Trigraphs and digraphs and milliseconds oh my!

Leave a reply

I’ve been reading my papers on recognizing biometrics from keystroke info and it generally seems to either work from training neural nets or from examining the timing of certain letter patterns, particularly digraphs and trigraphs. I’m currently working on parsing the raw data into more manageable data that can be stored in a form specific table:

CREATE TABLE IF NOT EXISTS `trigraph_table` (
  `uid` int(11) NOT NULL AUTO_INCREMENT,
  `session_id` varchar(255) NOT NULL,
  `word` varchar(255) NOT NULL,
  `milliseconds` int(11) NOT NULL,
  PRIMARY KEY (`uid`)
) ENGINE=InnoDB DEFAULT CHARSET=latin1 AUTO_INCREMENT=1 ;

I can point back to the session_table for all the associated data if there is not sufficient clustering with just the session_id.
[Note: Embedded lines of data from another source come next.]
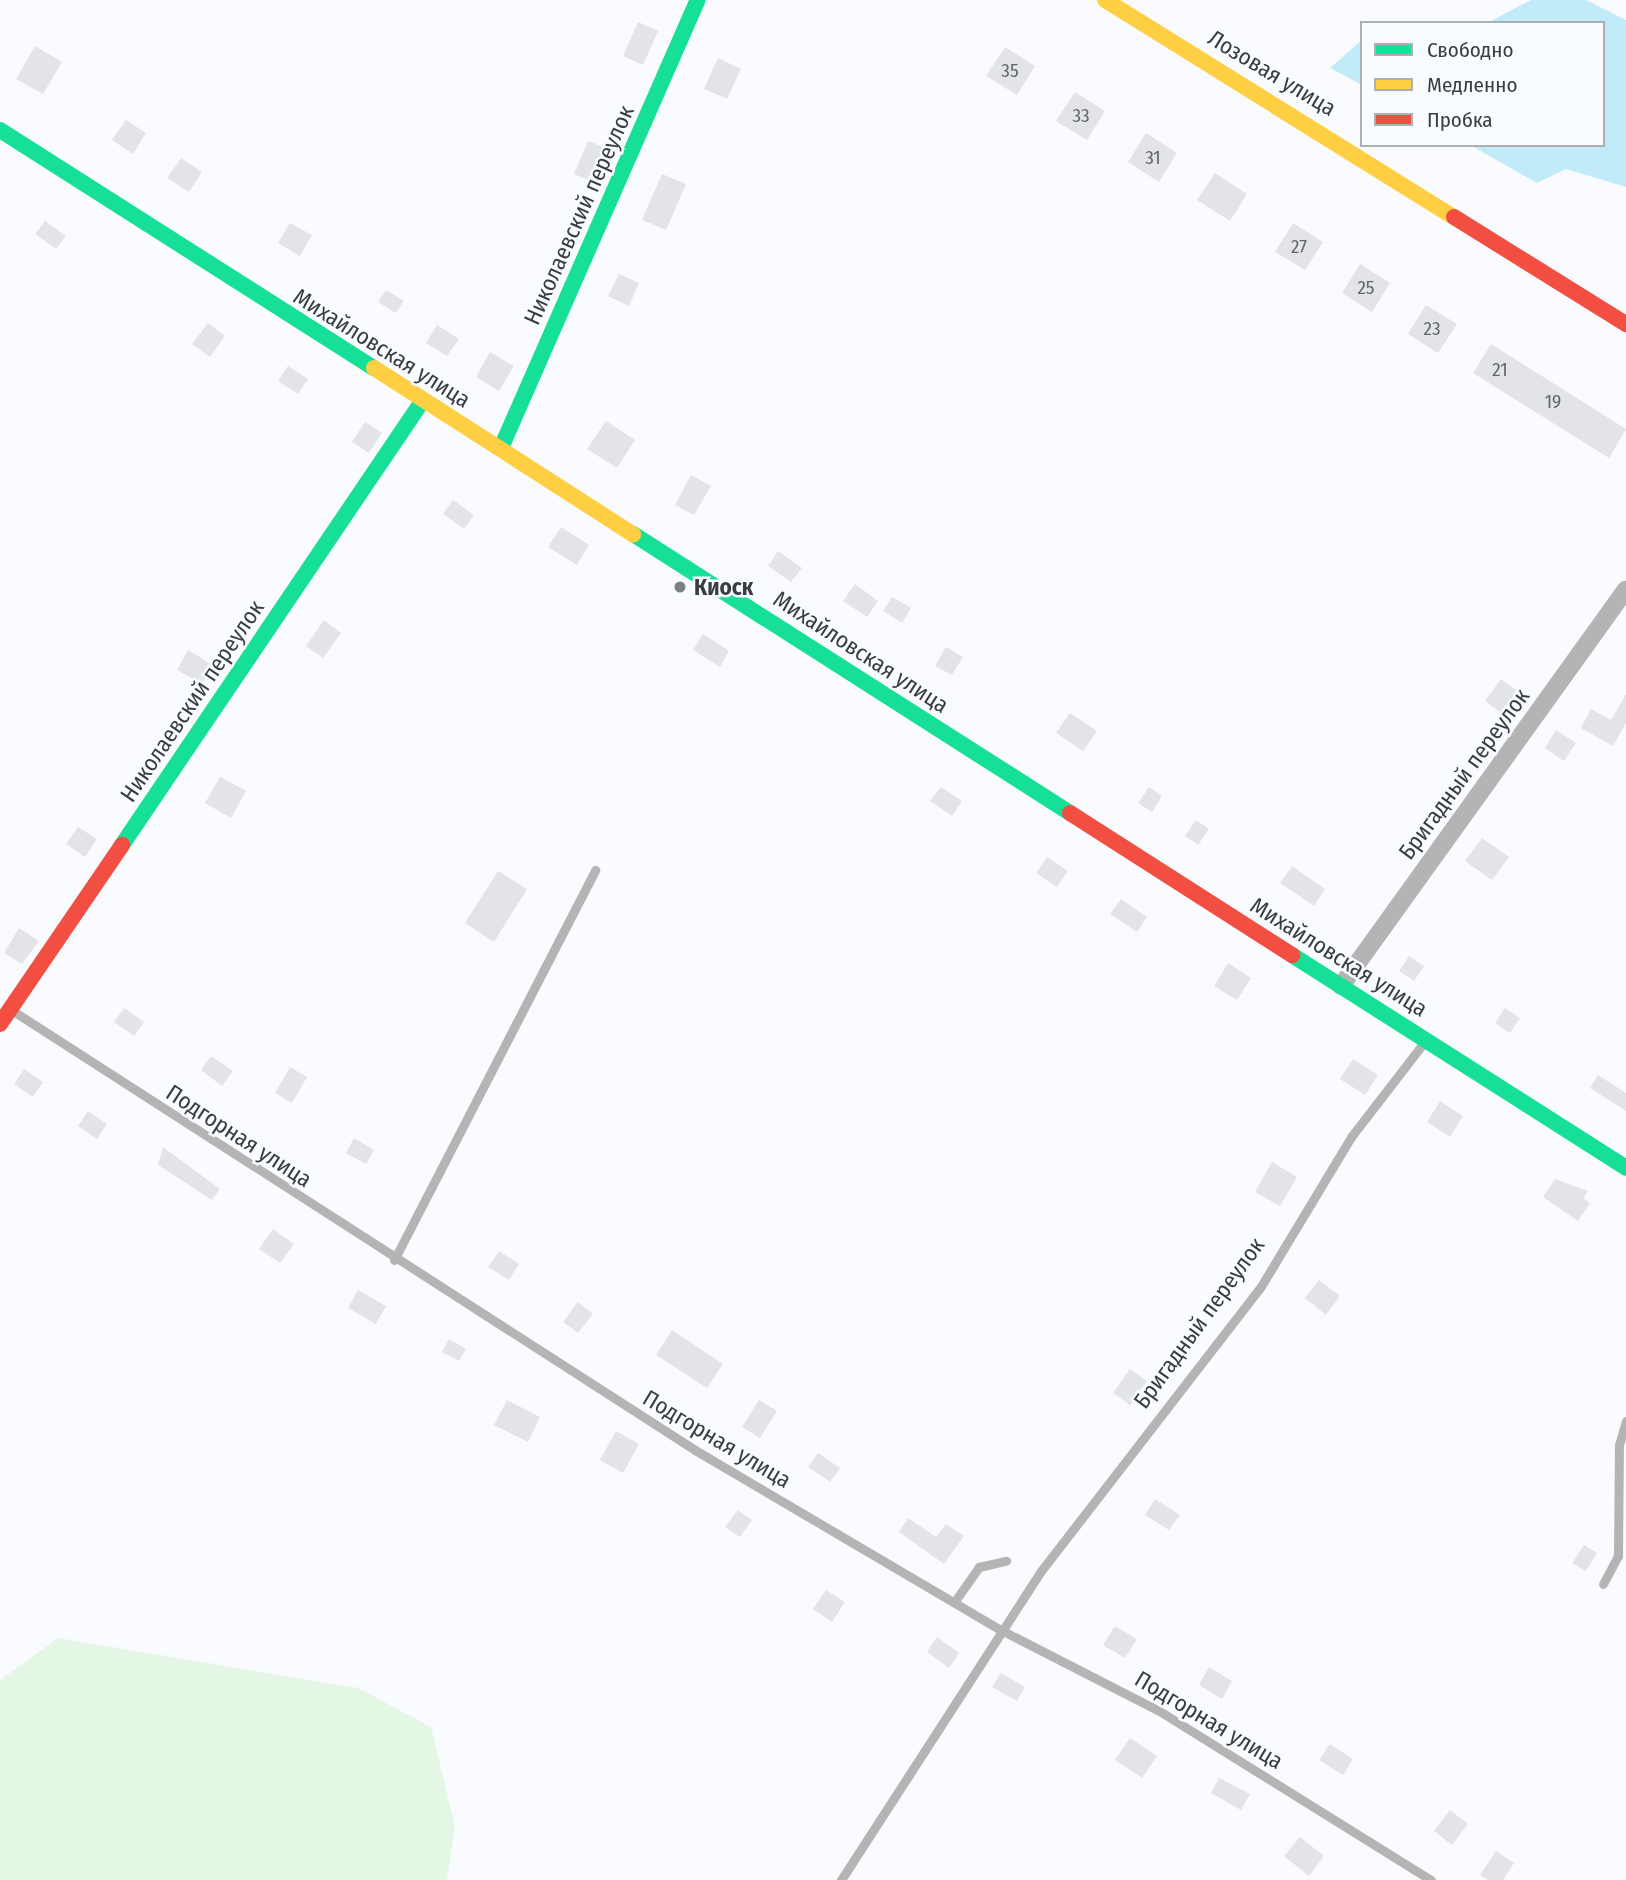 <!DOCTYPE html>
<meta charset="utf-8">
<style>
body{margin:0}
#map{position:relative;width:1626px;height:1880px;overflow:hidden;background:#f9fbfe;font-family:"Fira Sans Condensed",sans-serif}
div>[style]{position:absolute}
.green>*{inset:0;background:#e4f6e4}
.water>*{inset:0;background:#c2ebfa}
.building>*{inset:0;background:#e2e4e7}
.lane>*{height:9px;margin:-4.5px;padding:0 4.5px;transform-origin:4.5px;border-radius:4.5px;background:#b5b4b5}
.street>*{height:18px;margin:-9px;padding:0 9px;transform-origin:9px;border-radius:9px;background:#b5b4b5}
.fast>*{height:16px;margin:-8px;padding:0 8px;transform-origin:8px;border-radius:8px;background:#16e098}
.slow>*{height:16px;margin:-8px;padding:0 8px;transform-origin:8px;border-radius:8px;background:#ffcf43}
.jam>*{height:16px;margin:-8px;padding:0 8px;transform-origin:8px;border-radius:8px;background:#f24e42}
.dots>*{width:19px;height:19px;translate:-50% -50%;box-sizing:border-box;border:4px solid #f8fbff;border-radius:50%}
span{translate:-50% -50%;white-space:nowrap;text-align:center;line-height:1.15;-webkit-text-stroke:5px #f8fbff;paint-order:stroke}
.number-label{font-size:19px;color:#63666a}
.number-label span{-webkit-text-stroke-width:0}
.street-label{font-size:23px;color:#393c40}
.poi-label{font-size:23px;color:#393c40;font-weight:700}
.left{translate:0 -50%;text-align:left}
.legend{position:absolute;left:1360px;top:21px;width:245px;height:126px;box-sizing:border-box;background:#f8fbff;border:2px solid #acafb3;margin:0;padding:9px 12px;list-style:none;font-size:21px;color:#393c40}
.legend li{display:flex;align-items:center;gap:14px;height:35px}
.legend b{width:35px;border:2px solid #acafb3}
</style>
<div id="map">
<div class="green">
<i style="clip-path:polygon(58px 1638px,358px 1688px,431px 1727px,455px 1826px,447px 1880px,0 1880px,0 1680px)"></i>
</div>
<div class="water">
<i style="clip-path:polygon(1531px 0,1586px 0,1626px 20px,1626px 187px,1566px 169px,1537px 183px,1470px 145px,1603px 145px,1603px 23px,1487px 23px)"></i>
<i style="clip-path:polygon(1362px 40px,1362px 85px,1330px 68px)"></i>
</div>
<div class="building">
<i style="clip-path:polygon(638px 22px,658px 31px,643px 65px,623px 56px)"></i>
<i style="clip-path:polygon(35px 46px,62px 62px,43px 94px,16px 79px)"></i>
<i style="clip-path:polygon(1005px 47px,1035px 66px,1017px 95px,986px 76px)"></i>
<i style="clip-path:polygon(718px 58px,741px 69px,727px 99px,704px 89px)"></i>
<i style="clip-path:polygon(1075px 92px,1105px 111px,1087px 140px,1056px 121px)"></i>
<i style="clip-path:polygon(126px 120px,146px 133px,133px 154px,112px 140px)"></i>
<i style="clip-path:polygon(1146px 133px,1177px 153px,1159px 182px,1128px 162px)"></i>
<i style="clip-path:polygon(588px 141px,609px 149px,595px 183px,574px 174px)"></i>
<i style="clip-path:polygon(181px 158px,202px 172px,189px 192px,167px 178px)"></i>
<i style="clip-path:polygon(1215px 173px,1247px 194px,1230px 221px,1197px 200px)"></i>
<i style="clip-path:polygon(662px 174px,686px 184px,666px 230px,642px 220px)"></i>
<i style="clip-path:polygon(45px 221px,66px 236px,56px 249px,35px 234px)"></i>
<i style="clip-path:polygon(290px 223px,312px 235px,300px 256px,278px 243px)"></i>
<i style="clip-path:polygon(1293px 223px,1323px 242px,1305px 270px,1275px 252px)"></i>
<i style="clip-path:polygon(1360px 264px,1390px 283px,1372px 312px,1342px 293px)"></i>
<i style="clip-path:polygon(619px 274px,639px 283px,629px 306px,608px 296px)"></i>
<i style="clip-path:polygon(386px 290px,404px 301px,396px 313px,378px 302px)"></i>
<i style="clip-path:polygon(1426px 305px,1457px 324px,1438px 353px,1408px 334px)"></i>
<i style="clip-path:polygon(208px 323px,225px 336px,210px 357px,192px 344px)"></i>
<i style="clip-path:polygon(437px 325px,459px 339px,447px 356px,426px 343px)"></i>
<i style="clip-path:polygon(1491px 344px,1626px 429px,1609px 458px,1473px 373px)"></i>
<i style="clip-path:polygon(490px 352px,514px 366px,499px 391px,476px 377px)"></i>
<i style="clip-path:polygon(288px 366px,308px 379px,298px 394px,278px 381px)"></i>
<i style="clip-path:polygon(606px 421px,635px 440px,617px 468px,587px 449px)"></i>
<i style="clip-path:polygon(365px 422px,382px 433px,369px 453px,352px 442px)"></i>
<i style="clip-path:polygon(691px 475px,711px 486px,694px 515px,675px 505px)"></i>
<i style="clip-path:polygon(453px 500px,474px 515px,464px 529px,443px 514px)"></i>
<i style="clip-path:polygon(561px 527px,589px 545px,577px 565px,548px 547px)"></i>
<i style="clip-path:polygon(778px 551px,802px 568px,791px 582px,768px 566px)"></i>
<i style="clip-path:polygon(855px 584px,878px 601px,867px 617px,843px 601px)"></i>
<i style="clip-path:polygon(892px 597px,911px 608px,902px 623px,883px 611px)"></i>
<i style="clip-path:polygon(324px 620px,341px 633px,323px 658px,306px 646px)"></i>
<i style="clip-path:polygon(703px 634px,729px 651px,720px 667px,693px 650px)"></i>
<i style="clip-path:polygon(946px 647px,963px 657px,952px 675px,935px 666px)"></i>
<i style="clip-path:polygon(188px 650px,213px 665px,202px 684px,177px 670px)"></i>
<i style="clip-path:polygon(1501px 679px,1520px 693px,1504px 715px,1485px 701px)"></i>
<i style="clip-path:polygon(1626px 694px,1626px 723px,1613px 746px,1581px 728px,1591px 709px,1611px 720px)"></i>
<i style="clip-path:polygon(1070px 713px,1097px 731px,1083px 751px,1056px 733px)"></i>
<i style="clip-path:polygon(1556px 730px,1576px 743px,1564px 761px,1545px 748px)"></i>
<i style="clip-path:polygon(220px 777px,246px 791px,231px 818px,205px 803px)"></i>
<i style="clip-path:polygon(941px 787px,962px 801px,952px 816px,930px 801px)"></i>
<i style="clip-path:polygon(1149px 787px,1162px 796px,1152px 812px,1138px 803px)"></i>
<i style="clip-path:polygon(1196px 820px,1209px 829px,1198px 845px,1185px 836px)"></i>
<i style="clip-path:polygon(78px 827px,97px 839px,85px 857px,66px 844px)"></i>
<i style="clip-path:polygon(1482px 838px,1509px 857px,1492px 880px,1465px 861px)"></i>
<i style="clip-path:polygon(1047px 857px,1068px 871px,1057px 887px,1036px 873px)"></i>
<i style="clip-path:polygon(1292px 866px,1325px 889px,1314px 906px,1280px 883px)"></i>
<i style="clip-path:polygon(498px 871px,527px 889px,494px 942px,465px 923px)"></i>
<i style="clip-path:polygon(1121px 899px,1147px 917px,1137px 932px,1110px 914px)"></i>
<i style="clip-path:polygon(19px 928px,39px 941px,22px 964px,4px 953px)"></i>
<i style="clip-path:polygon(1409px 956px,1424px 966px,1414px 981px,1399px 971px)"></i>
<i style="clip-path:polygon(1228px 963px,1251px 978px,1237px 1000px,1214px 986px)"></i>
<i style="clip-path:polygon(124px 1008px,144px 1022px,134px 1036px,114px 1022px)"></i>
<i style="clip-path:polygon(1505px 1008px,1520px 1018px,1510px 1033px,1495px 1023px)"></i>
<i style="clip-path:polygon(211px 1056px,233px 1071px,222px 1086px,201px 1070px)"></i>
<i style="clip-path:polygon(1353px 1059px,1378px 1075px,1365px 1095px,1340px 1079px)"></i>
<i style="clip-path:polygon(290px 1067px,307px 1077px,292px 1103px,275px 1093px)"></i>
<i style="clip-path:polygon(24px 1069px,43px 1082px,33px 1097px,14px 1084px)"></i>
<i style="clip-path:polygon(1598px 1075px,1626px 1093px,1626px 1111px,1590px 1088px)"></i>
<i style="clip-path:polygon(1440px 1101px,1463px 1116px,1450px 1137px,1427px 1122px)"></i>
<i style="clip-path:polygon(88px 1111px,107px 1124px,97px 1139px,78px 1126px)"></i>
<i style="clip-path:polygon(354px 1138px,374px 1150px,366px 1164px,346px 1153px)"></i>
<i style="clip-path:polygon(163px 1147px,220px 1189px,212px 1200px,158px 1165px)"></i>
<i style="clip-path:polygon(1272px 1162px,1297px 1177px,1280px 1206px,1255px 1192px)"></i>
<i style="clip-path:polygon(1555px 1179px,1588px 1191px,1583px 1198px,1590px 1203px,1578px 1221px,1543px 1197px)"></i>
<i style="clip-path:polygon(273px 1229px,294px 1244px,280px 1263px,259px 1249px)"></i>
<i style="clip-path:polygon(499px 1251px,519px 1264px,509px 1280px,488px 1267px)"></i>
<i style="clip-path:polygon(1319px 1280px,1340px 1296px,1326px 1315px,1305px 1298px)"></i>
<i style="clip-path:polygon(358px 1290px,386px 1306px,376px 1324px,348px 1308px)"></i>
<i style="clip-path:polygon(578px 1302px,593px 1314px,578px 1333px,563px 1322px)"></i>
<i style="clip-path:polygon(672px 1330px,723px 1364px,707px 1388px,656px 1355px)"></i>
<i style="clip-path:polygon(449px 1339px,466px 1349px,459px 1361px,442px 1352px)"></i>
<i style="clip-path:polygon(1130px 1369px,1147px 1381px,1130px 1405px,1113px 1393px)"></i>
<i style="clip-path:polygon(507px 1400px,540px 1417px,528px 1442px,494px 1425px)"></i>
<i style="clip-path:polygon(759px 1400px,777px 1411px,760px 1438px,742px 1427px)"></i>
<i style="clip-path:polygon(616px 1431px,639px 1444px,623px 1473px,600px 1460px)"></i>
<i style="clip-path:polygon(818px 1453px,840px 1468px,830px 1482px,808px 1467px)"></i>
<i style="clip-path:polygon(1155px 1499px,1180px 1515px,1169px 1530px,1145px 1515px)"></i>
<i style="clip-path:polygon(738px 1510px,752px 1520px,740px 1537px,725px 1527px)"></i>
<i style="clip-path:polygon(908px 1518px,936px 1537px,946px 1524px,964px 1536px,944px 1564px,899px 1532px)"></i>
<i style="clip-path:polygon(1584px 1545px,1597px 1553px,1586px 1571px,1572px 1563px)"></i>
<i style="clip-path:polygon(826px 1590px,845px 1602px,832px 1622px,813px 1609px)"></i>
<i style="clip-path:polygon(1115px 1626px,1137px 1639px,1125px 1658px,1103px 1645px)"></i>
<i style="clip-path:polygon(937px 1637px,959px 1653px,949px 1668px,927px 1652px)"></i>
<i style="clip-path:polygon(1209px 1667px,1232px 1681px,1222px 1699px,1199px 1685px)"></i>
<i style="clip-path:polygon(1001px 1673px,1025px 1687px,1017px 1701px,992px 1687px)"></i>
<i style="clip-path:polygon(1130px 1738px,1157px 1756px,1142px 1778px,1115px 1760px)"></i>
<i style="clip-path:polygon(1330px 1744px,1353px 1759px,1343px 1775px,1319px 1760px)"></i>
<i style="clip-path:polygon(1219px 1778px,1250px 1794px,1241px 1810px,1211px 1793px)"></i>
<i style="clip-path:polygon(1450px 1810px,1468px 1824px,1452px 1845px,1434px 1831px)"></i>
<i style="clip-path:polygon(1300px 1837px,1324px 1856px,1309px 1876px,1284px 1856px)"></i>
<i style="clip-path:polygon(1496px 1851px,1514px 1863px,1503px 1880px,1488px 1880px,1480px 1875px)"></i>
</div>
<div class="lane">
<i style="left:10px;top:1009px;width:815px;rotate:32.77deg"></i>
<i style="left:695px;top:1450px;width:355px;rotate:30.5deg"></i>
<i style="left:1001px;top:1630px;width:180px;rotate:27.1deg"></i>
<i style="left:1161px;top:1712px;width:318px;rotate:31.9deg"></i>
<i style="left:394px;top:1260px;width:439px;rotate:-62.7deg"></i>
<i style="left:1603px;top:1584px;width:32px;rotate:-62deg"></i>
<i style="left:1618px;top:1556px;width:111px;rotate:-89.5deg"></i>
<i style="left:1619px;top:1445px;width:25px;rotate:-74deg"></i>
<i style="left:955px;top:1601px;width:42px;rotate:-54.8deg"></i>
<i style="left:979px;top:1567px;width:28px;rotate:-13deg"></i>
<i style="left:841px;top:1880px;width:368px;rotate:-57.1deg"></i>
<i style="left:1041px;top:1571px;width:358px;rotate:-52.3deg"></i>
<i style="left:1260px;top:1288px;width:176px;rotate:-58.9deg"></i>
<i style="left:1351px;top:1137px;width:121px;rotate:-52.4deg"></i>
</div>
<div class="street">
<i style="left:1341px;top:986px;width:488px;rotate:-54.3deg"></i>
</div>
<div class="fast">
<i style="left:0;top:130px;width:443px;rotate:32.5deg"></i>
<i style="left:501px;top:448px;width:489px;rotate:-66.3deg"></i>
<i style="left:633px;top:534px;width:518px;rotate:32.56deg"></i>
<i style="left:122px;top:845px;width:534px;rotate:-55.92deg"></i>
<i style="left:1292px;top:955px;width:396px;rotate:32.5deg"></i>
</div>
<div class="slow">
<i style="left:1105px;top:0;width:411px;rotate:31.9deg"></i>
<i style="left:374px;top:368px;width:308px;rotate:32.7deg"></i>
</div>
<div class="jam">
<i style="left:1454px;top:217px;width:203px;rotate:31.9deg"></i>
<i style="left:1070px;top:813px;width:264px;rotate:32.6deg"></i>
<i style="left:0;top:1024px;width:217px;rotate:-55.7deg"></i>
</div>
<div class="dots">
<i style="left:680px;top:587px;background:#7c7f82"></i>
</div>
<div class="number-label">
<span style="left:1010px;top:71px">35</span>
<span style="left:1081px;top:116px">33</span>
<span style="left:1153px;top:158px">31</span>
<span style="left:1299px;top:247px">27</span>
<span style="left:1366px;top:288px">25</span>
<span style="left:1432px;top:329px">23</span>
<span style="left:1500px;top:370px">21</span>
<span style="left:1553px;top:402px">19</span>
</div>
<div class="street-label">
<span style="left:1272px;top:73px;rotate:31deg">Лозовая улица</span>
<span style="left:579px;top:215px;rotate:-66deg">Николаевский переулок</span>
<span style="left:382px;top:348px;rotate:32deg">Михайловская улица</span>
<span style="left:861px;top:652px;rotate:33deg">Михайловская улица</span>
<span style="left:192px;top:701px;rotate:-56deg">Николаевский переулок</span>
<span style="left:1464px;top:774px;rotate:-54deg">Бригадный переулок</span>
<span style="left:1339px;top:957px;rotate:32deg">Михайловская улица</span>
<span style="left:239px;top:1136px;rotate:33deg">Подгорная улица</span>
<span style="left:1199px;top:1323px;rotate:-54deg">Бригадный переулок</span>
<span style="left:717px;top:1439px;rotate:31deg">Подгорная улица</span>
<span style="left:1209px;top:1720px;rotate:31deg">Подгорная улица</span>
</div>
<div class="poi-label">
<span class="left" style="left:694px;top:587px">Киоск</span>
</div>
<ul class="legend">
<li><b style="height:9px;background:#16e098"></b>Свободно</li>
<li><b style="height:9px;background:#ffcf43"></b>Медленно</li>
<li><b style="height:9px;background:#f24e42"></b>Пробка</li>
</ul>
</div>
Speaking of the session_table, it’s getting downright scary:

CREATE TABLE IF NOT EXISTS `session_table` (
`uid` int(11) NOT NULL AUTO_INCREMENT,
`session_id` varchar(255) NOT NULL,
`type` int(11) NOT NULL,
`entry_time` datetime NOT NULL,
`ip_address` varchar(255) NOT NULL,
`browser` varchar(255) NOT NULL,
`referrer` varchar(255) NOT NULL,
`submitted_text` text NOT NULL,
`raw` MEDIUMTEXT NOT NULL,
`parent_session_id` varchar(255) DEFAULT NULL,
`veracity` int(11) NOT NULL,
`hostname` varchar(255) NOT NULL,
`city` varchar(255) NOT NULL,
`region` varchar(255) NOT NULL,
`country` varchar(255) NOT NULL,
`latlong` varchar(255) NOT NULL,
`service_provider` varchar(255) NOT NULL,
`postal` varchar(255) NOT NULL,
  PRIMARY KEY (`uid`)
) ENGINE=InnoDB DEFAULT CHARSET=latin1 AUTO_INCREMENT=1 ;

The idea that we are anonymous is just silly, from the moment we connect to a server, we’re basically exposed. And I’m just getting started with gathering data. Imagine what experienced web developers can do, particularly once cookies are enabled. Minimising that damage to someone who posts to the site is probably on the list of things to look at. Maybe server hardening? Certainly no links from the page.

On a different note, I’ve been thinking a bit about how confident we need to be of a source before we can start determining information trustworthiness. It seems to me that if we can show that the information comes from a wide number of individuals, we get information as well, even if we can’t sufficiently distinguish one. That trips up the one individual reporting something unique scoop aspect though.

Another thing that’s kind of interesting is typos and spell check. Keeping track of typos is easy – just run everything through a dictionary. A different, also potentially useful thing is to look at the differences in words produced by keystrokes and the submitted text. Where those differ, some sort of spell correction was used, which doesn’t behave like a paste, or it would be trapped. Anyway, it’s another form of interesting data.